(DATA SECTION)

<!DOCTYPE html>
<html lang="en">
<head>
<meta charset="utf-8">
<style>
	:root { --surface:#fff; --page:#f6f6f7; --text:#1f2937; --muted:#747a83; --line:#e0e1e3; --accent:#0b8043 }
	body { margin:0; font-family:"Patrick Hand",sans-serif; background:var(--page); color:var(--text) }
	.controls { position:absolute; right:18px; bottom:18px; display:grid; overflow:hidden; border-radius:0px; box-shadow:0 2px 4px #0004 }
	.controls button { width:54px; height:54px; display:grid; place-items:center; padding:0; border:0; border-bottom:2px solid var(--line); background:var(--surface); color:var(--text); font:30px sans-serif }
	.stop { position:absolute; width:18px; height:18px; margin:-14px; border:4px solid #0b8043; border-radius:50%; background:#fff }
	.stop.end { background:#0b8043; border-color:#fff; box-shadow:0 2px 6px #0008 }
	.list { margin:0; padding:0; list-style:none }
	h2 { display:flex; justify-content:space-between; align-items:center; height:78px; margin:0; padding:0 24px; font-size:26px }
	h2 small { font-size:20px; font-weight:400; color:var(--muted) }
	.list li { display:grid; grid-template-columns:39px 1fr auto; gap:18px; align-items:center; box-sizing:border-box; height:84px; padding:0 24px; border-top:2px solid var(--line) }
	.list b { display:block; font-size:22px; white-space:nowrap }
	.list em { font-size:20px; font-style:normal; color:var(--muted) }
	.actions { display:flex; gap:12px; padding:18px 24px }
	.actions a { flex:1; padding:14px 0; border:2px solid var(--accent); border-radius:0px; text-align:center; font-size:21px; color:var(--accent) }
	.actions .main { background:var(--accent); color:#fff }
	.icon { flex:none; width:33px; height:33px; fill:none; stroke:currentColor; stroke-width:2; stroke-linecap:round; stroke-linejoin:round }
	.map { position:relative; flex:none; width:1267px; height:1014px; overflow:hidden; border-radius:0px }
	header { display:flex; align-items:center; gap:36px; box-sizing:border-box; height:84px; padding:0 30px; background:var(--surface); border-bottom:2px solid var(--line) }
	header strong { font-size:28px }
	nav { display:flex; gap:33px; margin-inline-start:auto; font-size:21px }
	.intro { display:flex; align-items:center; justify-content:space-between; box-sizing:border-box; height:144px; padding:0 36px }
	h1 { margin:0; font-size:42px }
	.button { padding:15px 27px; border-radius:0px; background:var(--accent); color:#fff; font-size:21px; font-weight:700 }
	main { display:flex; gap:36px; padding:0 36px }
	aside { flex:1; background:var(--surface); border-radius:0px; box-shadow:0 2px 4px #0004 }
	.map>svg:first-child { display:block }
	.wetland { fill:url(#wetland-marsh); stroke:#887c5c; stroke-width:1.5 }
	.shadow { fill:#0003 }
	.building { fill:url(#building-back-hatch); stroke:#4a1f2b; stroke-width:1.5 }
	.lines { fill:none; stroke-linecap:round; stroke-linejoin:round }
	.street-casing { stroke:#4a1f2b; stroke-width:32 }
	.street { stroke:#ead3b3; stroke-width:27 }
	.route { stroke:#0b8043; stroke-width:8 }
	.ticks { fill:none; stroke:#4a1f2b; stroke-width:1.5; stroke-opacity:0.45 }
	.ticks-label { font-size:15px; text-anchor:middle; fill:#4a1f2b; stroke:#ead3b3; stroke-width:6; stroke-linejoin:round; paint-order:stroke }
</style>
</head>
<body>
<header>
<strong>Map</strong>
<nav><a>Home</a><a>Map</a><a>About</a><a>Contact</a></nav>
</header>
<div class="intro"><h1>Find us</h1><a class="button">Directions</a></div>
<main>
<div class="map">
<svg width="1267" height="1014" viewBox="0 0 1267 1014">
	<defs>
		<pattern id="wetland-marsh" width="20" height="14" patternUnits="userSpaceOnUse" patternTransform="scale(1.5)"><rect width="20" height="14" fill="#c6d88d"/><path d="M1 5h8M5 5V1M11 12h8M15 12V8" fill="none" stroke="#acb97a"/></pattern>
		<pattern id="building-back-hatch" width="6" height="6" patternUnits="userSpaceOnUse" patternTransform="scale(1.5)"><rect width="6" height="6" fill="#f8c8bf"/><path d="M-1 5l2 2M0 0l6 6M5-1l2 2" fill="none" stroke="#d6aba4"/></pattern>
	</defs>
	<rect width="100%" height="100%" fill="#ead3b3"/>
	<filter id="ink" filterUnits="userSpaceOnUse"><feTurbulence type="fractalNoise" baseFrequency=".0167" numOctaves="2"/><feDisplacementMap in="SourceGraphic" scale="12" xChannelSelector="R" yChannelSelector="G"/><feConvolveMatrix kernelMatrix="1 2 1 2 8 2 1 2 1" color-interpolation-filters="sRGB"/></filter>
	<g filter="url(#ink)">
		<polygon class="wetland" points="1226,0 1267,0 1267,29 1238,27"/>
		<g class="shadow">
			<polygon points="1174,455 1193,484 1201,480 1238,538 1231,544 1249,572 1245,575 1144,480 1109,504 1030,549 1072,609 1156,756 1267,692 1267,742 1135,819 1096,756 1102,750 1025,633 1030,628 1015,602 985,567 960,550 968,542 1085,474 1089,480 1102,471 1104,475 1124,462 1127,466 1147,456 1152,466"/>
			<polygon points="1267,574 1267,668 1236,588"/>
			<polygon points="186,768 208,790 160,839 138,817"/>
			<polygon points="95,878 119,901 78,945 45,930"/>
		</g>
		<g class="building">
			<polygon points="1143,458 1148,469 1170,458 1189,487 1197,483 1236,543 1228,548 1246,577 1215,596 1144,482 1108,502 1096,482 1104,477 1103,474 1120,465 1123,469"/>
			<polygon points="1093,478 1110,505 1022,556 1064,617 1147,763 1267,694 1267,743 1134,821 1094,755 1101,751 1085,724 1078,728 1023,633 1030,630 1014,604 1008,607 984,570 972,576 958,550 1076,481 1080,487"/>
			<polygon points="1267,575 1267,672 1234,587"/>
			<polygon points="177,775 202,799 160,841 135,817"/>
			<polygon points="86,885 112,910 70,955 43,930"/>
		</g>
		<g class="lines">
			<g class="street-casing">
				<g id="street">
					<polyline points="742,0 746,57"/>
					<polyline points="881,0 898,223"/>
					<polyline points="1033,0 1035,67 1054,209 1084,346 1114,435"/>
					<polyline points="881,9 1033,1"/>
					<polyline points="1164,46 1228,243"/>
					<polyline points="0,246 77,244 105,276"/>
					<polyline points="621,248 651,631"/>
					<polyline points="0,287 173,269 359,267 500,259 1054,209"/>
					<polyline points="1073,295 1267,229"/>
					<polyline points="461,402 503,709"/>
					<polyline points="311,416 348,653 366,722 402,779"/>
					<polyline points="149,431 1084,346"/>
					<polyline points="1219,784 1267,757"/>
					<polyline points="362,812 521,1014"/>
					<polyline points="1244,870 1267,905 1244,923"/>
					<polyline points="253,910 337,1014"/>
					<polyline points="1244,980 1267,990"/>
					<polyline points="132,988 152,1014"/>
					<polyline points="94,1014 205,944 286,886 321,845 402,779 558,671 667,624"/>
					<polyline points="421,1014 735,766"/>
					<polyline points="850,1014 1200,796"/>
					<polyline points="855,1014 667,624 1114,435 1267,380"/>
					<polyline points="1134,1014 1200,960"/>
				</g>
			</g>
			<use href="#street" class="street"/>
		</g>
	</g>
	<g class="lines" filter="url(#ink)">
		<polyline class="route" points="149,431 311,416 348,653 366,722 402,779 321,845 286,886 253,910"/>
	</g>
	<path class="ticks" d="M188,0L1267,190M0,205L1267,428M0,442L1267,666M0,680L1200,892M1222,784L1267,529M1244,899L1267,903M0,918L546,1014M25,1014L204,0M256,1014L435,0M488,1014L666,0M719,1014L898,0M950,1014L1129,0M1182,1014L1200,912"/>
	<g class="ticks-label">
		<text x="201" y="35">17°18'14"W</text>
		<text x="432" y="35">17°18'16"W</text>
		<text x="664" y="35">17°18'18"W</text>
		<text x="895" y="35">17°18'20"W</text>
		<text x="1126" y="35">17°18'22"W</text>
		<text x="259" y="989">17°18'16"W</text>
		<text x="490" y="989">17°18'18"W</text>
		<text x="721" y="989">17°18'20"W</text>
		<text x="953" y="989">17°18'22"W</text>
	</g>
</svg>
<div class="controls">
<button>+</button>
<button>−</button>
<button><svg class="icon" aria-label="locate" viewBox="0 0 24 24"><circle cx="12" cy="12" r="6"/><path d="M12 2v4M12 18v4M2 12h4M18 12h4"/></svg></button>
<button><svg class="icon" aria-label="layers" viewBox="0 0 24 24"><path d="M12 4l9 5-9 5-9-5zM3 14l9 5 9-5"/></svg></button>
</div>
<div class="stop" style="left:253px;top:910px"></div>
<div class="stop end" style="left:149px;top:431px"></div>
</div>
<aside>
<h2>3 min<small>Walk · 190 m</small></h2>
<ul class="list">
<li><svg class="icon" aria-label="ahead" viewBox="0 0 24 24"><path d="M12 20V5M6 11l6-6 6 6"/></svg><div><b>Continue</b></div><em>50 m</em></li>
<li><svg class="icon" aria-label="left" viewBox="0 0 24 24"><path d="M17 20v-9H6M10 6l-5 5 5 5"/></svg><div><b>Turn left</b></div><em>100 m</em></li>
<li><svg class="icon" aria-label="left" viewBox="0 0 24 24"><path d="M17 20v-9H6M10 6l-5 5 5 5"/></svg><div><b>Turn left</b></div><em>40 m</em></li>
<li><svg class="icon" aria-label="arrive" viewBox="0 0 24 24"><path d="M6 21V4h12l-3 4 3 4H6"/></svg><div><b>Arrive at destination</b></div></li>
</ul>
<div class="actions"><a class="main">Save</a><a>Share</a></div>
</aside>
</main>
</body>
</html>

(End DATA SECTION)

• _GOAL OF THE EXERCISE_
Go through the data and show each line that holds "grid".

• _RESULT OF THE TASK_
	.controls { position:absolute; right:18px; bottom:18px; display:grid; overflow:hidden; border-radius:0px; box-shadow:0 2px 4px #0004 }
	.controls button { width:54px; height:54px; display:grid; place-items:center; padding:0; border:0; border-bottom:2px solid var(--line); background:var(--surface); color:var(--text); font:30px sans-serif }
	.list li { display:grid; grid-template-columns:39px 1fr auto; gap:18px; align-items:center; box-sizing:border-box; height:84px; padding:0 24px; border-top:2px solid var(--line) }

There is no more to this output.